Repeat the data that follows in full. Do not include the pictures.

··· Source records ···

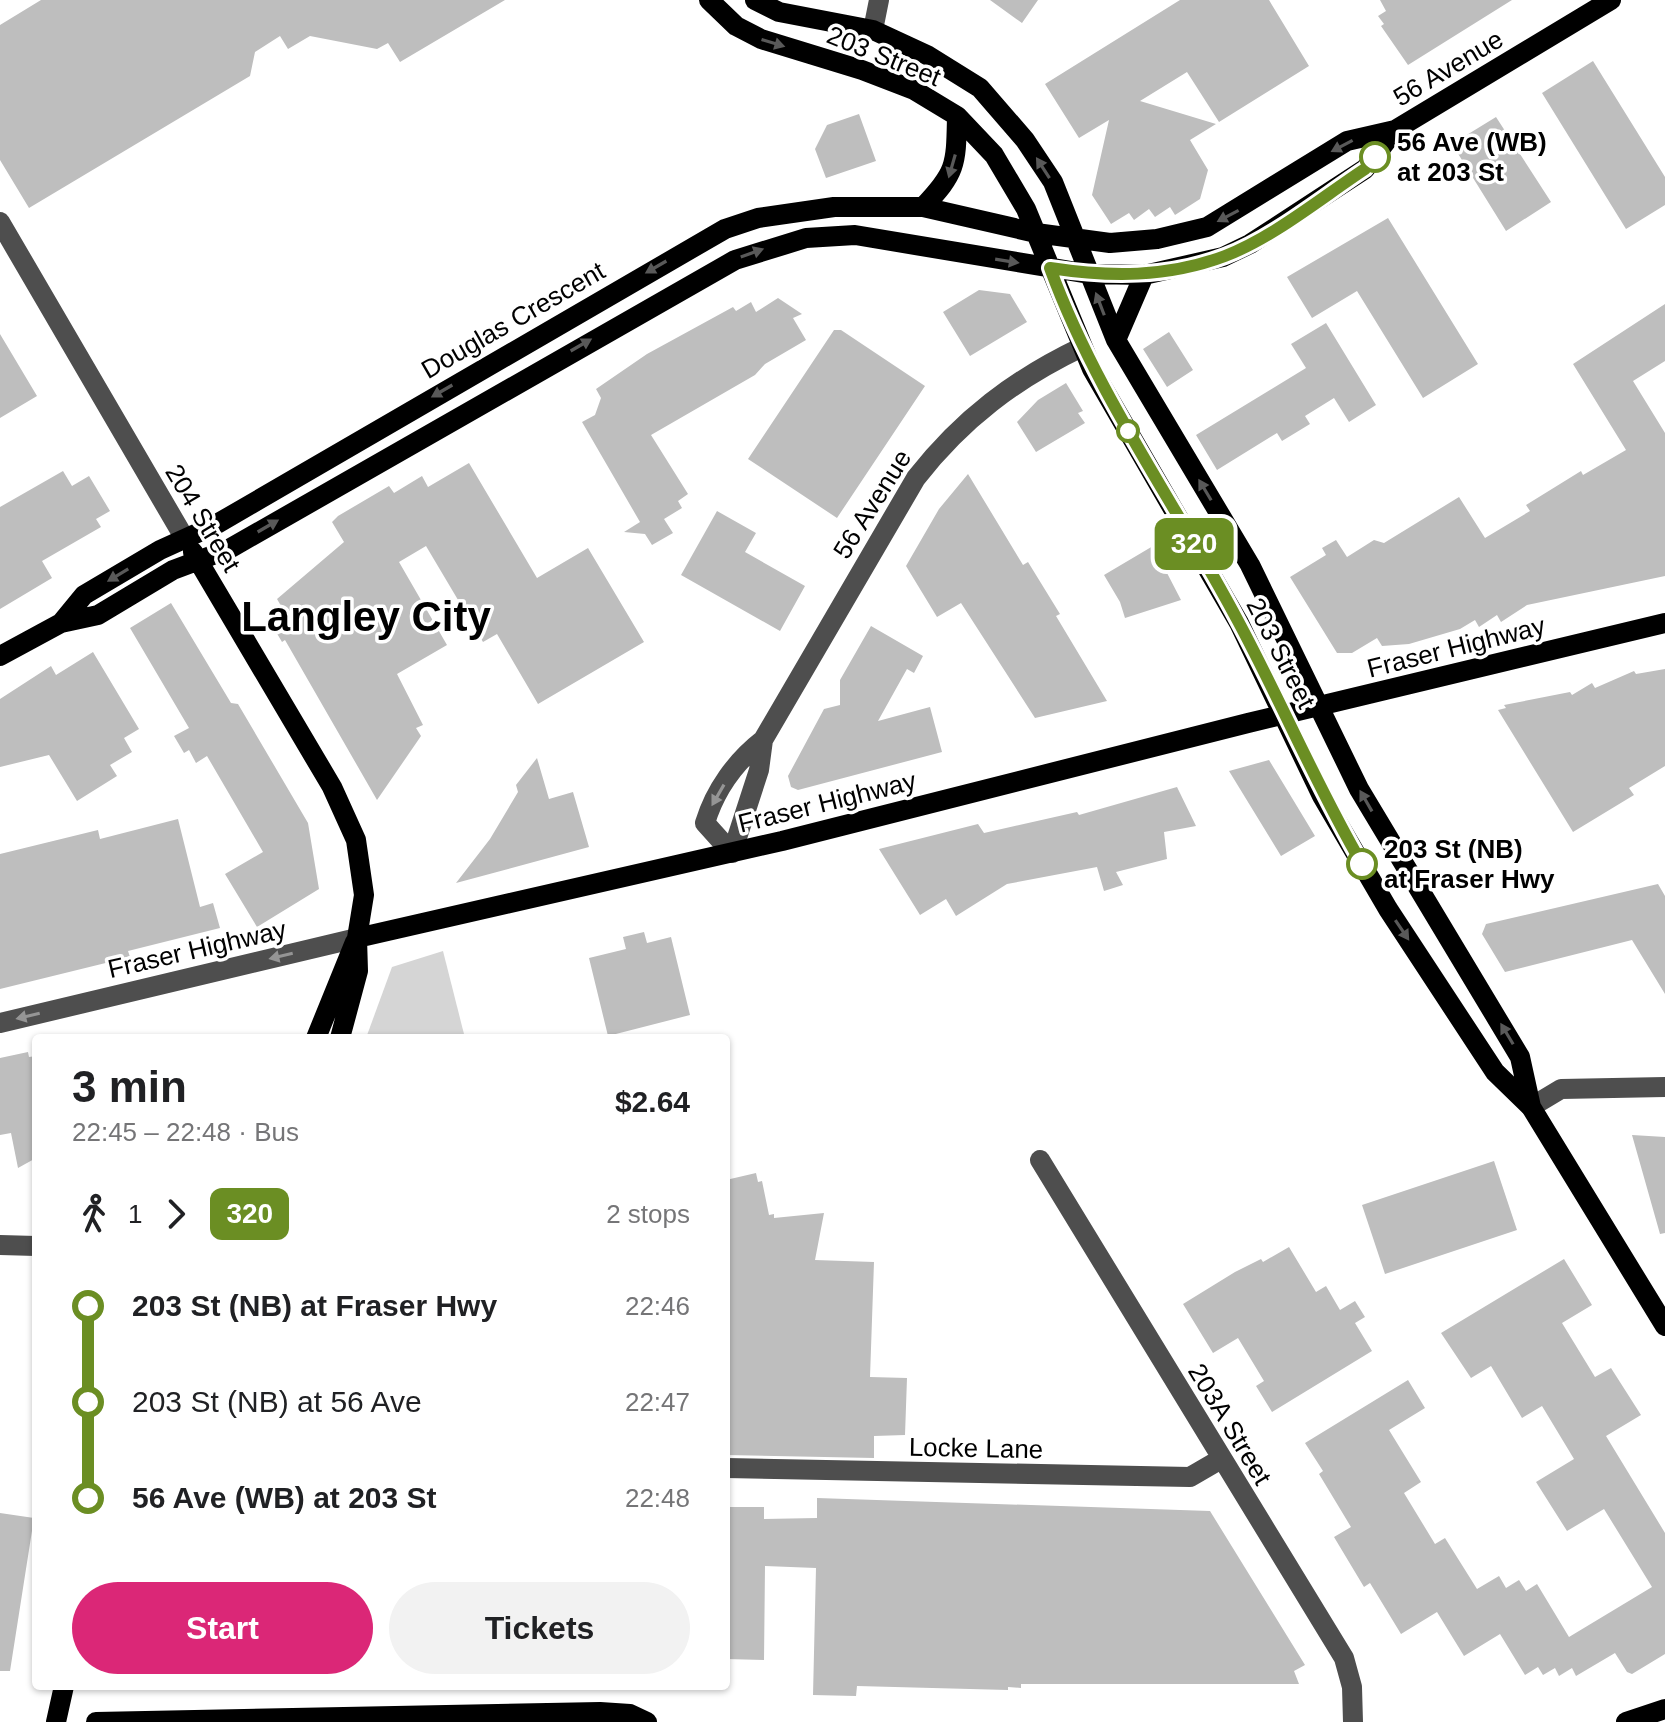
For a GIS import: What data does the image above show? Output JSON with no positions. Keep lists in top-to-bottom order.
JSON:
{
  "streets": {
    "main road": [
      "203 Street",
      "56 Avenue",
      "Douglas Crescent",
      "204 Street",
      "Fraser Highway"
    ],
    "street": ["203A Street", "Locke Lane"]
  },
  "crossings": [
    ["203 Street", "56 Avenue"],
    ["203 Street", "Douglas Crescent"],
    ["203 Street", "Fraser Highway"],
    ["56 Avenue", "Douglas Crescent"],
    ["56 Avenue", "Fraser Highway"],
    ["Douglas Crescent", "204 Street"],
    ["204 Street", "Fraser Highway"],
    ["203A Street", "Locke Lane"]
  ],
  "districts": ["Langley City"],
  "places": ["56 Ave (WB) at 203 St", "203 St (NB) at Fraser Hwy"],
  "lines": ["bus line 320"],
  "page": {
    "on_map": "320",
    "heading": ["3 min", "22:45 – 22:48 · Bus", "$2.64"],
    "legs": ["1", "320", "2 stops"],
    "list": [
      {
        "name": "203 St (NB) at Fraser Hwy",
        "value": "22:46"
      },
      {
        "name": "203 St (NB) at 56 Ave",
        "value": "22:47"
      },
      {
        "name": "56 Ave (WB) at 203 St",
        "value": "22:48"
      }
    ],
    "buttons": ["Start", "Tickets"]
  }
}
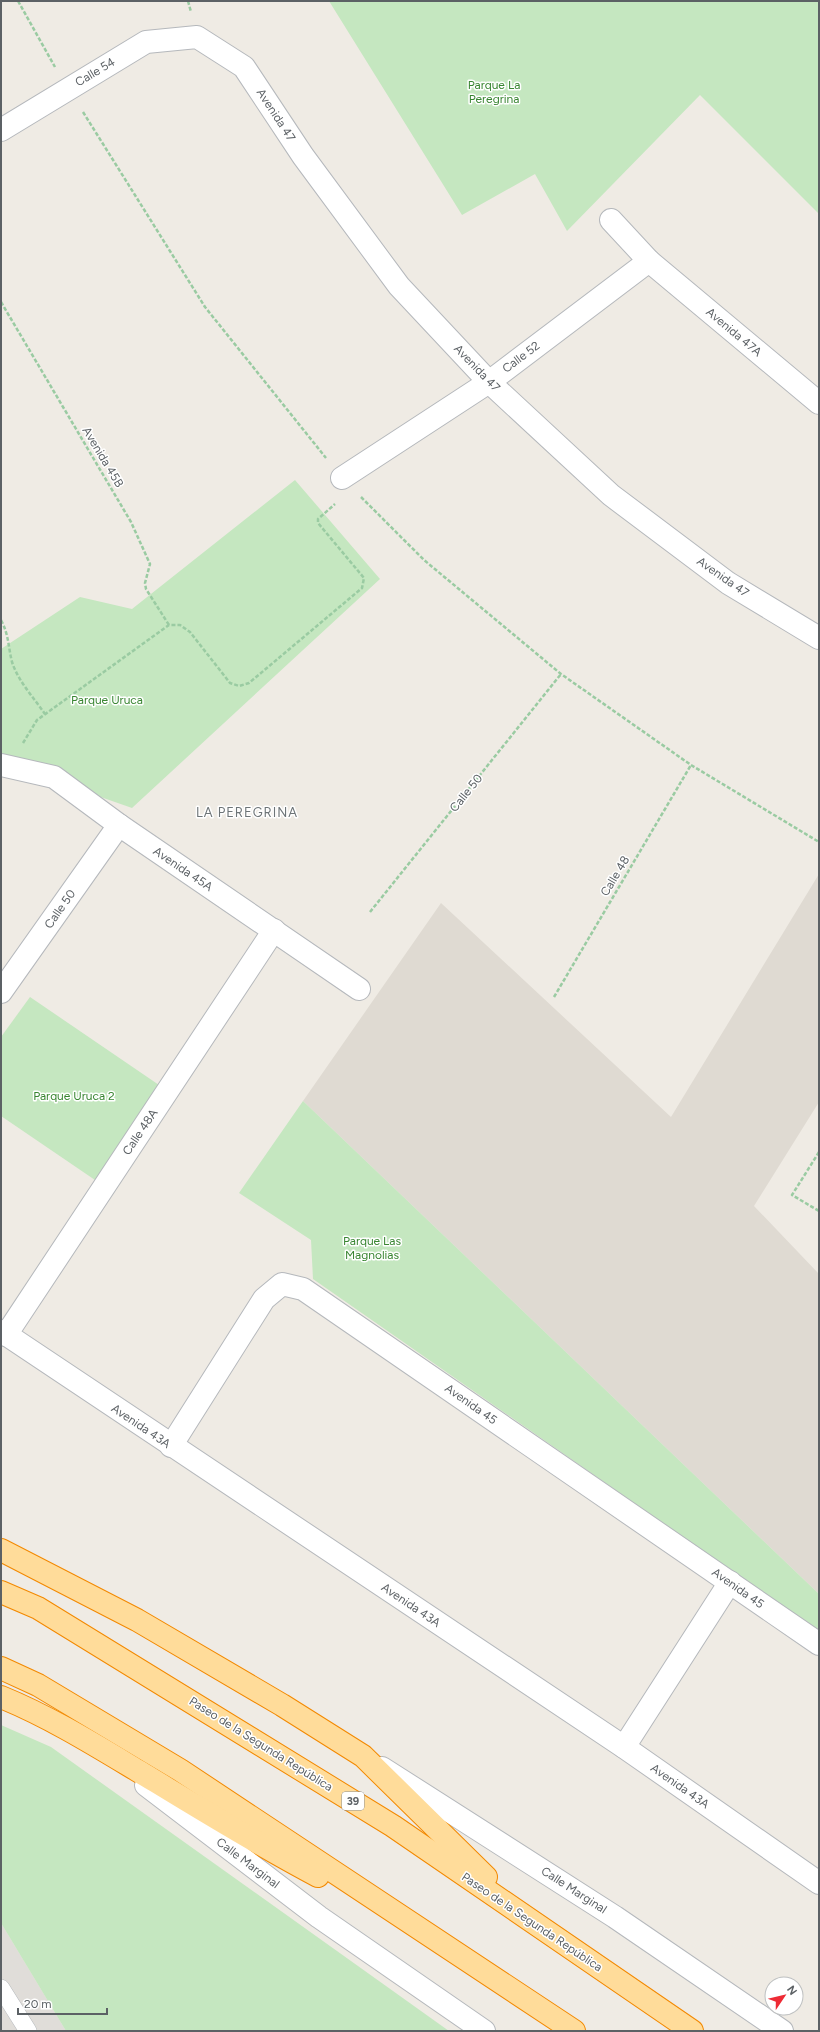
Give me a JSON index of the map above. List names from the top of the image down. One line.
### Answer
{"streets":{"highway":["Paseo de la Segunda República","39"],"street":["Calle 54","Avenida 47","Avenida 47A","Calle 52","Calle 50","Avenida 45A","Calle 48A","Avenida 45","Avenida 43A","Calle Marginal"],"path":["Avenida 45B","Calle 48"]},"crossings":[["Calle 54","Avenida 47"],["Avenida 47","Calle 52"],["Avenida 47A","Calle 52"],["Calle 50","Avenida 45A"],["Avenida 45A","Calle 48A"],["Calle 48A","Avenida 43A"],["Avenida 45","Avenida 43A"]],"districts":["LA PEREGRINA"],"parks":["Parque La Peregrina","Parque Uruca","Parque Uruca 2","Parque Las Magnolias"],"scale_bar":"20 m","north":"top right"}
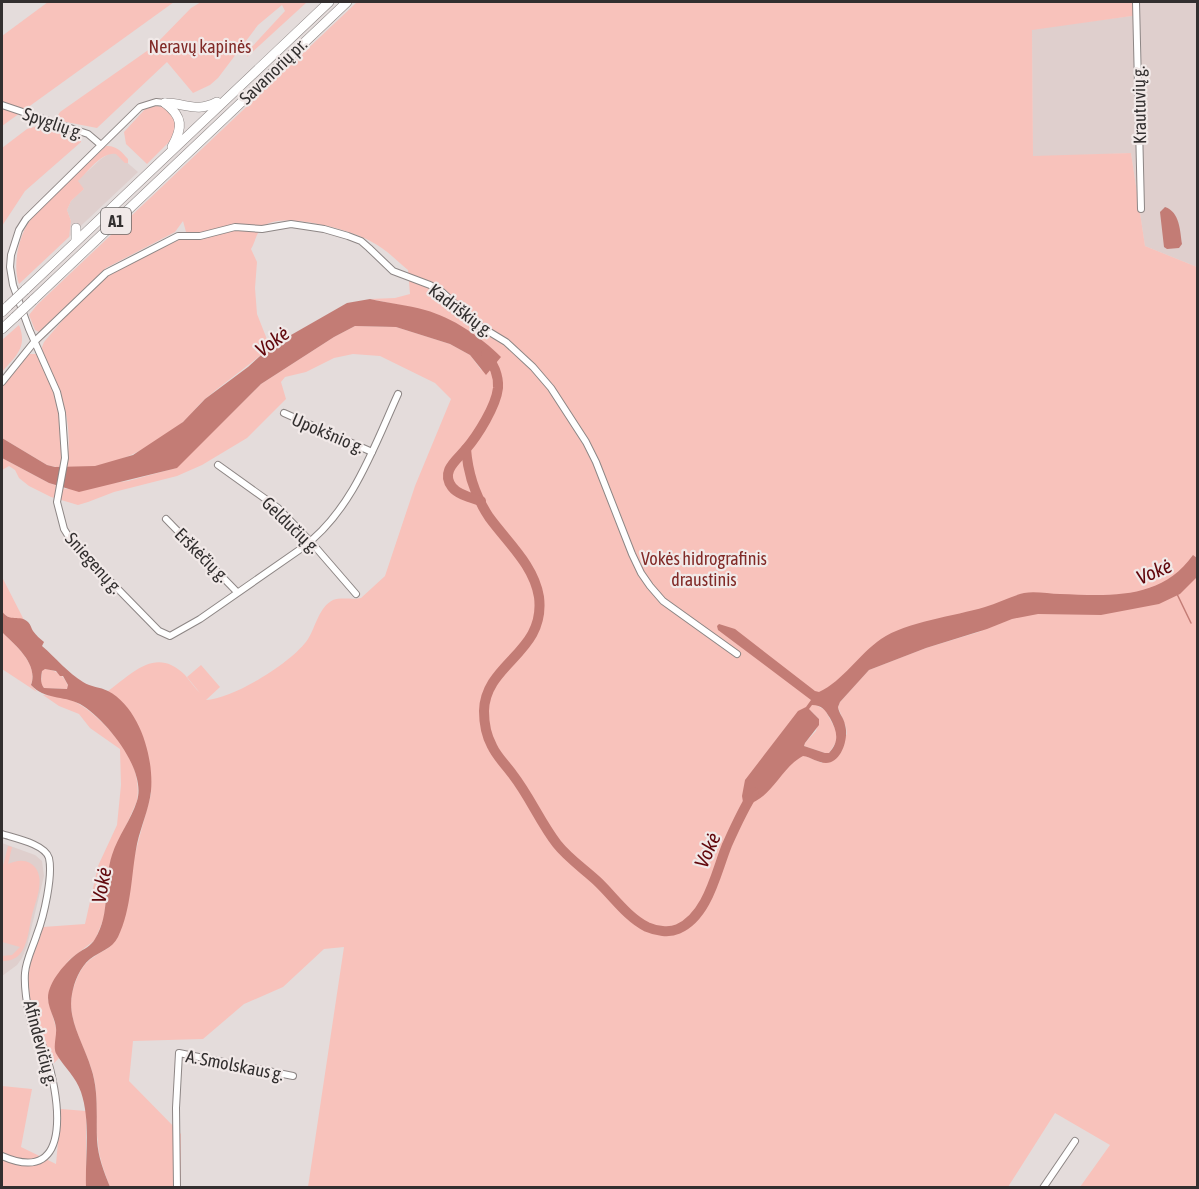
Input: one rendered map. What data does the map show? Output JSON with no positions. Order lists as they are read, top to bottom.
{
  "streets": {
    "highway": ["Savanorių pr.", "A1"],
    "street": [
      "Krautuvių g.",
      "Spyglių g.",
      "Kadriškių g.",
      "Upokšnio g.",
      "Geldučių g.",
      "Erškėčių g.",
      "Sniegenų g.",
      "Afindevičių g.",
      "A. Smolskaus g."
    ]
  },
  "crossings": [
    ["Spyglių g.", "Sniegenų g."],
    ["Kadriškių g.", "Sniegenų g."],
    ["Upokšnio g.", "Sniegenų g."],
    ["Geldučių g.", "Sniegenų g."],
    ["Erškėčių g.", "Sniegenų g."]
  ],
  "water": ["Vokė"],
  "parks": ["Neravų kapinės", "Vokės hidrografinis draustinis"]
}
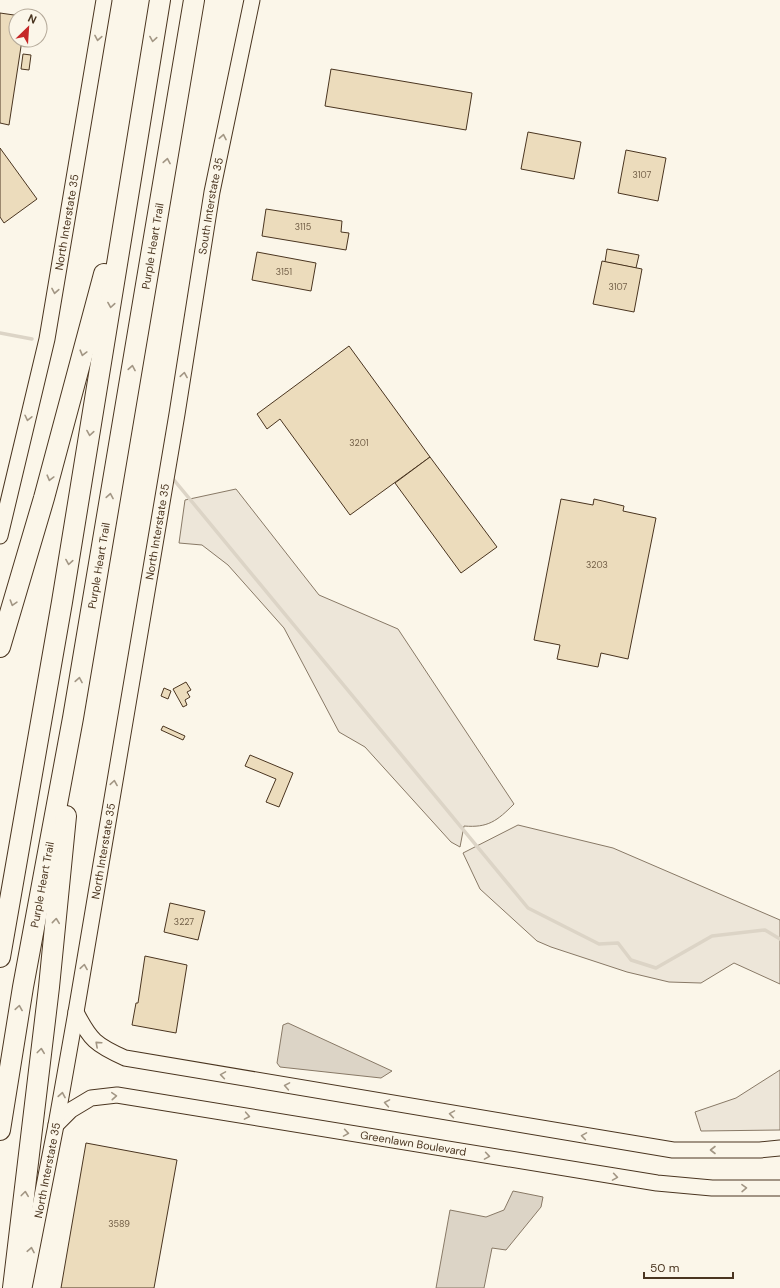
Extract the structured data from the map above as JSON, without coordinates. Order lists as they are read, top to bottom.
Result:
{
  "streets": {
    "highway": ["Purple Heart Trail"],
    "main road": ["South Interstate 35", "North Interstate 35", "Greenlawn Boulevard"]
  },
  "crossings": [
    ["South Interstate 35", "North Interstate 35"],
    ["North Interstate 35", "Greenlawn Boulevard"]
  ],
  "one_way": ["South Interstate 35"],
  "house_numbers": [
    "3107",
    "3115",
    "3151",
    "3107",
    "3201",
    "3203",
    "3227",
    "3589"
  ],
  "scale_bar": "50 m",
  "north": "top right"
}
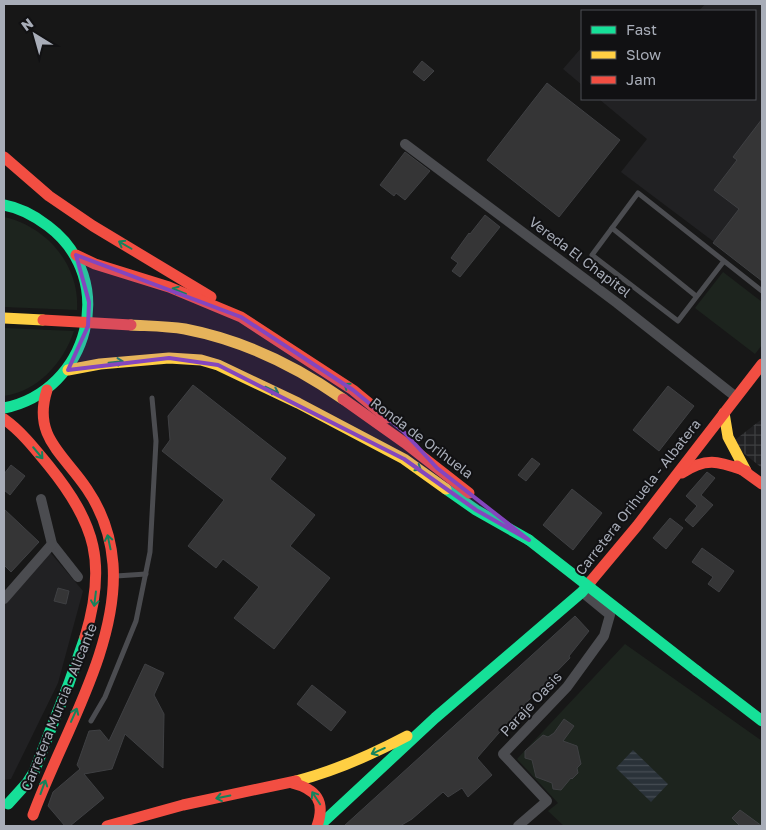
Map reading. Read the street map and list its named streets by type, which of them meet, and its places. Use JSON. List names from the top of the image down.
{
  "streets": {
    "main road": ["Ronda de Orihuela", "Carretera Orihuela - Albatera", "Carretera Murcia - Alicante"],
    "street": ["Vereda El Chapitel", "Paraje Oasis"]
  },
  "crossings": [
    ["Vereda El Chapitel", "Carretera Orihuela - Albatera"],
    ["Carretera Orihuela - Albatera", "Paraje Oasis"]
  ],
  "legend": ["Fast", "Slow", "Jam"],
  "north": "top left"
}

···

Solution:
For a GIS import: What data does the image above show? Output JSON with no positions. Keep lists in top-to-bottom order.
JSON:
{
  "streets": {
    "main road": [
      "203 Street",
      "56 Avenue",
      "Douglas Crescent",
      "204 Street",
      "Fraser Highway"
    ],
    "street": ["203A Street", "Locke Lane"]
  },
  "crossings": [
    ["203 Street", "56 Avenue"],
    ["203 Street", "Douglas Crescent"],
    ["203 Street", "Fraser Highway"],
    ["56 Avenue", "Douglas Crescent"],
    ["56 Avenue", "Fraser Highway"],
    ["Douglas Crescent", "204 Street"],
    ["204 Street", "Fraser Highway"],
    ["203A Street", "Locke Lane"]
  ],
  "districts": ["Langley City"],
  "places": ["56 Ave (WB) at 203 St", "203 St (NB) at Fraser Hwy"],
  "lines": ["bus line 320"],
  "page": {
    "on_map": "320",
    "heading": ["3 min", "22:45 – 22:48 · Bus", "$2.64"],
    "legs": ["1", "320", "2 stops"],
    "list": [
      {
        "name": "203 St (NB) at Fraser Hwy",
        "value": "22:46"
      },
      {
        "name": "203 St (NB) at 56 Ave",
        "value": "22:47"
      },
      {
        "name": "56 Ave (WB) at 203 St",
        "value": "22:48"
      }
    ],
    "buttons": ["Start", "Tickets"]
  }
}
Give me a JSON index of the map above. List names from the top of the image down. One line.
### Answer
{"streets":{"highway":["Paseo de la Segunda República","39"],"street":["Calle 54","Avenida 47","Avenida 47A","Calle 52","Calle 50","Avenida 45A","Calle 48A","Avenida 45","Avenida 43A","Calle Marginal"],"path":["Avenida 45B","Calle 48"]},"crossings":[["Calle 54","Avenida 47"],["Avenida 47","Calle 52"],["Avenida 47A","Calle 52"],["Calle 50","Avenida 45A"],["Avenida 45A","Calle 48A"],["Calle 48A","Avenida 43A"],["Avenida 45","Avenida 43A"]],"districts":["LA PEREGRINA"],"parks":["Parque La Peregrina","Parque Uruca","Parque Uruca 2","Parque Las Magnolias"],"scale_bar":"20 m","north":"top right"}
Input: one rendered map. What data does the map show? Output JSON with no positions. Order lists as they are read, top to bottom.
{
  "streets": {
    "highway": ["Savanorių pr.", "A1"],
    "street": [
      "Krautuvių g.",
      "Spyglių g.",
      "Kadriškių g.",
      "Upokšnio g.",
      "Geldučių g.",
      "Erškėčių g.",
      "Sniegenų g.",
      "Afindevičių g.",
      "A. Smolskaus g."
    ]
  },
  "crossings": [
    ["Spyglių g.", "Sniegenų g."],
    ["Kadriškių g.", "Sniegenų g."],
    ["Upokšnio g.", "Sniegenų g."],
    ["Geldučių g.", "Sniegenų g."],
    ["Erškėčių g.", "Sniegenų g."]
  ],
  "water": ["Vokė"],
  "parks": ["Neravų kapinės", "Vokės hidrografinis draustinis"]
}
Extract the structured data from the map above as JSON, without coordinates. Order lists as they are read, top to bottom.
Result:
{
  "streets": {
    "highway": ["Purple Heart Trail"],
    "main road": ["South Interstate 35", "North Interstate 35", "Greenlawn Boulevard"]
  },
  "crossings": [
    ["South Interstate 35", "North Interstate 35"],
    ["North Interstate 35", "Greenlawn Boulevard"]
  ],
  "one_way": ["South Interstate 35"],
  "house_numbers": [
    "3107",
    "3115",
    "3151",
    "3107",
    "3201",
    "3203",
    "3227",
    "3589"
  ],
  "scale_bar": "50 m",
  "north": "top right"
}
Map reading. Read the street map and list its named streets by type, which of them meet, and its places. Use JSON. List names from the top of the image down.
{
  "streets": {
    "main road": ["Ronda de Orihuela", "Carretera Orihuela - Albatera", "Carretera Murcia - Alicante"],
    "street": ["Vereda El Chapitel", "Paraje Oasis"]
  },
  "crossings": [
    ["Vereda El Chapitel", "Carretera Orihuela - Albatera"],
    ["Carretera Orihuela - Albatera", "Paraje Oasis"]
  ],
  "legend": ["Fast", "Slow", "Jam"],
  "north": "top left"
}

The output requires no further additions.